The food at Vittorio's is picturesque, and unlike the cover of Food & Wine or Gourmet Magazine, it's actually there in front of you filling each of your senses with something uniquely Italian-American. I ordered a bowl of what I feel to be, by far, the best Italian Wedding soup I've ever eaten. There is nothing superior to the fullness of the broth, the juicy pieces of chicken, tiny quaintly spiced meatballs and a handful of al dente pastina. This is the soup I want to be fed with care by someone who loves me greatly when I am sick, covers pulled up to my waist, sitting up in bed with a runny nose; it is medicinal.

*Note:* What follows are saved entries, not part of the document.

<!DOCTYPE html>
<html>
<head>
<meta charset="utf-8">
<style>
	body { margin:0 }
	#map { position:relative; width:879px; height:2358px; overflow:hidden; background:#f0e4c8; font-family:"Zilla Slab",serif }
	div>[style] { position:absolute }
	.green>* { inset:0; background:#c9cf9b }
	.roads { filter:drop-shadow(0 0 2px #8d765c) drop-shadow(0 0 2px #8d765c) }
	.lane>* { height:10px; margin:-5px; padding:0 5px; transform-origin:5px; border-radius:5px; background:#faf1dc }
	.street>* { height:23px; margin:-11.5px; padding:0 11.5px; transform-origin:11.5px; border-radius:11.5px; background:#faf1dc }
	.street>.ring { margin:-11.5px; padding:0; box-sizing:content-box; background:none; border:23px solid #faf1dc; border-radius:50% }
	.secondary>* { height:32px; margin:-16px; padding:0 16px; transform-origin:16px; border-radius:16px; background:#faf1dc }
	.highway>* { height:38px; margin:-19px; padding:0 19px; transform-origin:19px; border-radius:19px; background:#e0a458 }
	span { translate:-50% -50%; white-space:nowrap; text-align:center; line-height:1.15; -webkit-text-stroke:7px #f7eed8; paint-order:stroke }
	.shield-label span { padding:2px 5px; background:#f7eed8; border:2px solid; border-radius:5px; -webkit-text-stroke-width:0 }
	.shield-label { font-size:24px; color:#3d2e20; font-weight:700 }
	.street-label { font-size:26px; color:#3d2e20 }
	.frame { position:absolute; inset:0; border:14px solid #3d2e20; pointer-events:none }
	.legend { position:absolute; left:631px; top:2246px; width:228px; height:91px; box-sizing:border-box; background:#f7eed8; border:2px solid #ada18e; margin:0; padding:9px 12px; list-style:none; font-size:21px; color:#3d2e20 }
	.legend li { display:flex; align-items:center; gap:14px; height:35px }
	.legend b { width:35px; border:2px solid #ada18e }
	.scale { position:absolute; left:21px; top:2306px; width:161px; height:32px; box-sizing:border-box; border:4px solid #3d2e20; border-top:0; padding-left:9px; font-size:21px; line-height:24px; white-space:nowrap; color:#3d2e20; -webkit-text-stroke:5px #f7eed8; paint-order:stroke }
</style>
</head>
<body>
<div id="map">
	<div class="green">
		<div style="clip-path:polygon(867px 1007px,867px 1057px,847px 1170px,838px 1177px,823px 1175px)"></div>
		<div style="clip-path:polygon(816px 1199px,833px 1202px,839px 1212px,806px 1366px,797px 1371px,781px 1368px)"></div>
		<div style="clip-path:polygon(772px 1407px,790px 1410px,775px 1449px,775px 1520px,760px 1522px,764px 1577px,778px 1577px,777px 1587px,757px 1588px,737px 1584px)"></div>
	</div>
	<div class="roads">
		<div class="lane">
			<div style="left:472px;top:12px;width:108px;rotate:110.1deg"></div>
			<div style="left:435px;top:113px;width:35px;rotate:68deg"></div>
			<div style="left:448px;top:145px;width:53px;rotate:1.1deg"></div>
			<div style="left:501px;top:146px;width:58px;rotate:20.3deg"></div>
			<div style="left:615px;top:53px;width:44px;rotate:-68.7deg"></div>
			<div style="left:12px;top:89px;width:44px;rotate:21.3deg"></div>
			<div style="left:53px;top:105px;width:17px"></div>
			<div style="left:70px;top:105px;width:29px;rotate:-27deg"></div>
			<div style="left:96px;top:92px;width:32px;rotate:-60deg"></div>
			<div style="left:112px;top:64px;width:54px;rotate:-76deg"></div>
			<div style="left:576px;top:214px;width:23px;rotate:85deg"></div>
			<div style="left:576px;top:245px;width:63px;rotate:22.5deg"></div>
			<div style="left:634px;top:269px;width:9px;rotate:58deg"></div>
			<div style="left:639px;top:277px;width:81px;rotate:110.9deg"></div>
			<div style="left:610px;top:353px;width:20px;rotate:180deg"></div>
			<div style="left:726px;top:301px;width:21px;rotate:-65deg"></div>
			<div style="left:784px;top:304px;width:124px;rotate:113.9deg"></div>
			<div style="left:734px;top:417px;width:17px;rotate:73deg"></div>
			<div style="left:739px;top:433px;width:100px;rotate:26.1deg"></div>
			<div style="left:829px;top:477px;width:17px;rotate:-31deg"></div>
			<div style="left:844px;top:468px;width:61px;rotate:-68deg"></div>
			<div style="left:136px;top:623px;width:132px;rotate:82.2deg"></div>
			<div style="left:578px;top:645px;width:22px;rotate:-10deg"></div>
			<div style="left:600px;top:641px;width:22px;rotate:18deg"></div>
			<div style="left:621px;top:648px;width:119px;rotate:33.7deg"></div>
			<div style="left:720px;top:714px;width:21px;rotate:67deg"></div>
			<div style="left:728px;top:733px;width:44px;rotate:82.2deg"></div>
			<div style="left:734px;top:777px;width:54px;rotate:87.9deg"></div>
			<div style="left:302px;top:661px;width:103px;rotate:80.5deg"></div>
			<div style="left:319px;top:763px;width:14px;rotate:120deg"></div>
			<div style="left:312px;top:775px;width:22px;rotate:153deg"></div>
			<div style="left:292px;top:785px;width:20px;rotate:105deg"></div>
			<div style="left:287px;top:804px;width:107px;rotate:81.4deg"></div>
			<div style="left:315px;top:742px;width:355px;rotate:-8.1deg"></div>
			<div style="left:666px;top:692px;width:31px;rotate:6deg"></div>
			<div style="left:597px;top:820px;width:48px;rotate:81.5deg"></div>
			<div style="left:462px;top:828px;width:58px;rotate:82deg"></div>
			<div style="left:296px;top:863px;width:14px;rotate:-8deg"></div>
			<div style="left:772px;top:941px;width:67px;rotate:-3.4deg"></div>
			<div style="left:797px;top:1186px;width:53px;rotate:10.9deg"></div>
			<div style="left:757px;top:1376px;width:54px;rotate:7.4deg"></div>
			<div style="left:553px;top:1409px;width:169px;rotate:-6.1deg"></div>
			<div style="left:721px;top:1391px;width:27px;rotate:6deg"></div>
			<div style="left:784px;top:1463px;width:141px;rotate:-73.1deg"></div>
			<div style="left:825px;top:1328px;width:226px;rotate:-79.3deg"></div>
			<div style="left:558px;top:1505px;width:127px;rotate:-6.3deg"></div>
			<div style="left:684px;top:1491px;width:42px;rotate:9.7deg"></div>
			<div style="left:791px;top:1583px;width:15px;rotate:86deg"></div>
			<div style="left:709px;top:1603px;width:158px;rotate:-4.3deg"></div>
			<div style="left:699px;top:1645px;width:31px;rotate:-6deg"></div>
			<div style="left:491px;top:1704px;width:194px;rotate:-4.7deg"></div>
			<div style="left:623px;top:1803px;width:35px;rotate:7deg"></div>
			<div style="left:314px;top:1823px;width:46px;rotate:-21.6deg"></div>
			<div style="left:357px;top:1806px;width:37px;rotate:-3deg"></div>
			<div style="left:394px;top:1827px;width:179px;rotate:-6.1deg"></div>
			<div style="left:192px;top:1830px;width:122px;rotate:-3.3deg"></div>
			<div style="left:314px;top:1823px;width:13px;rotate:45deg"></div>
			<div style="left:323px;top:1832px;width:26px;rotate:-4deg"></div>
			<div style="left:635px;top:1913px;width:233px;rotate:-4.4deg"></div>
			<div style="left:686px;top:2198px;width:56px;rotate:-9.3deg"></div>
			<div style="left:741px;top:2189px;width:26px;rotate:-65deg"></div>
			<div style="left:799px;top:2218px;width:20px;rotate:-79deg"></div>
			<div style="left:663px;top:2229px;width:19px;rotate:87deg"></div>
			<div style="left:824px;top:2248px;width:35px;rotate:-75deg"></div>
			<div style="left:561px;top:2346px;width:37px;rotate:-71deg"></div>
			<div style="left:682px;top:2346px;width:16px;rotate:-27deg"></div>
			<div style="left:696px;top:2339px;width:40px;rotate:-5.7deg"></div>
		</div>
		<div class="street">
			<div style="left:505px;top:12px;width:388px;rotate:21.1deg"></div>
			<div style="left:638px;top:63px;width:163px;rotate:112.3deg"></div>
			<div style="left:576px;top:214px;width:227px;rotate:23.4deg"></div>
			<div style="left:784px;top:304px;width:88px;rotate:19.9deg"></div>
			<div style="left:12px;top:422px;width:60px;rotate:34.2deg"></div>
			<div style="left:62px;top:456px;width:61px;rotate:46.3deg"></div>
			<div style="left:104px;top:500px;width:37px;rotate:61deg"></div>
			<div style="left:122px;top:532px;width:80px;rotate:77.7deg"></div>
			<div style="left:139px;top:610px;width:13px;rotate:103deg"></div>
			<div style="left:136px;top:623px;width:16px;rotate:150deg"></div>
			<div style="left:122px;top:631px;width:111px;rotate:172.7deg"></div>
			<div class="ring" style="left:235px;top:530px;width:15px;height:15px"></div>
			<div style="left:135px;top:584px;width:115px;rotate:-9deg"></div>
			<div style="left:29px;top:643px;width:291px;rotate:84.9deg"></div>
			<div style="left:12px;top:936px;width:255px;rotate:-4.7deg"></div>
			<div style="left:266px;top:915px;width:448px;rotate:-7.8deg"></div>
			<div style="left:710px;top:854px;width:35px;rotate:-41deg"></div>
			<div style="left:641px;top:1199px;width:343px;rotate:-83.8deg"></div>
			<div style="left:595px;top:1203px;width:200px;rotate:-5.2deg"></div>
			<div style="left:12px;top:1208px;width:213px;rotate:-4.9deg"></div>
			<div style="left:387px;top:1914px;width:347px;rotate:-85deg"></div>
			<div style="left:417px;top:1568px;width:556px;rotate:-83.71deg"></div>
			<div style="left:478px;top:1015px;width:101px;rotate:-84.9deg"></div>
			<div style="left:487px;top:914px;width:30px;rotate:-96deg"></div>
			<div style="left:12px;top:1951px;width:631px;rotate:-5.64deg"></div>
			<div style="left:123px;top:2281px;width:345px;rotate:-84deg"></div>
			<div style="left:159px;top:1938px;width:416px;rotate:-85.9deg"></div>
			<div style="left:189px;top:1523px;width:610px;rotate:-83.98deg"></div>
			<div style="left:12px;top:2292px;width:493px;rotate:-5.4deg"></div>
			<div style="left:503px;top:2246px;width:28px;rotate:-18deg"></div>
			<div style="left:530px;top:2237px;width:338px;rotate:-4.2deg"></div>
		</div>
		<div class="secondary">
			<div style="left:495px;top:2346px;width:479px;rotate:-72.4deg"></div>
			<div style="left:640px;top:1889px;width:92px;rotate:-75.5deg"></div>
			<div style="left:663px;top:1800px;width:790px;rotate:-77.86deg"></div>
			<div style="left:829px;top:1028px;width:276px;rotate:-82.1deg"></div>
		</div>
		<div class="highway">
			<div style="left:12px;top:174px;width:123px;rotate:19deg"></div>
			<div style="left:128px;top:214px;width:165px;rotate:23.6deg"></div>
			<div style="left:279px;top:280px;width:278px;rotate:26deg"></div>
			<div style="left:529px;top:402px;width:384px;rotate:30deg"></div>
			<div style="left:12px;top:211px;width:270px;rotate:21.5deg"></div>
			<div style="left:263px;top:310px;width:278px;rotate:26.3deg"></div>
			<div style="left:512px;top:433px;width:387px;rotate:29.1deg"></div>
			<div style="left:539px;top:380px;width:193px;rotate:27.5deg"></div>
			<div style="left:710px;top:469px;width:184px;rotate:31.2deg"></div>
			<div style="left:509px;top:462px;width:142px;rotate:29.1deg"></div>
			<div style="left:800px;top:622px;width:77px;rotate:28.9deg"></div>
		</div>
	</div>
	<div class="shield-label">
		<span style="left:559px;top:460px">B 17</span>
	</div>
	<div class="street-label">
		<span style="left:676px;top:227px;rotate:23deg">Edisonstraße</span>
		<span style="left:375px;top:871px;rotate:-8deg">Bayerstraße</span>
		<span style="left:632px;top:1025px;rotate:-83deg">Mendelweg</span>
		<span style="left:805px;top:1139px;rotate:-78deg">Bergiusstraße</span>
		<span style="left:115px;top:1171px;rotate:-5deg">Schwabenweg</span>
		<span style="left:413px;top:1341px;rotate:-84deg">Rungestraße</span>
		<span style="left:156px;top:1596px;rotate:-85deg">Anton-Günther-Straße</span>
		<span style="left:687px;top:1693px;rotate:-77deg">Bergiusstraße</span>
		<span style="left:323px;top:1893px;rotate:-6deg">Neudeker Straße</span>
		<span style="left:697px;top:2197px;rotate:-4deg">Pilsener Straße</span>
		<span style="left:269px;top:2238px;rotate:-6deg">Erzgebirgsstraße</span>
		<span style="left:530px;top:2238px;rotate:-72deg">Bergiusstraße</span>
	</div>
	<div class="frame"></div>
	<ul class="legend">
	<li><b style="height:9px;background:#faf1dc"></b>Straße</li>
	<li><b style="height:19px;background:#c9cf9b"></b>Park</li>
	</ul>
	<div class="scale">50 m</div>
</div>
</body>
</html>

I followed that by ordering Eggplant Roulades as my entree. Wafer thin slices of grill-marked, smoky eggplant doused in oil and herbs found themselves wrapped around rich, creamy, salty Italian cheeses and baked happily on a bed of nothing less than ancestral marinara. A glass of Merlot and the opportunity to look into the eyes of three people who love me unconditionally, to make conversation with them and share a few moments sharing our lives, and my soul found itself humming the sounds of home.


If you find yourself on the Eastside of Cleveland and you're craving just such an experience, a plate of Vittorio's pork parmigiana, a glass of wine, or just the feeling of being at home, then I highly recommend you step into Vittorio's for a round or two of Frank Sinatra and good old fashioned love, done Italian-American style. Buon Appetito. Enjoy.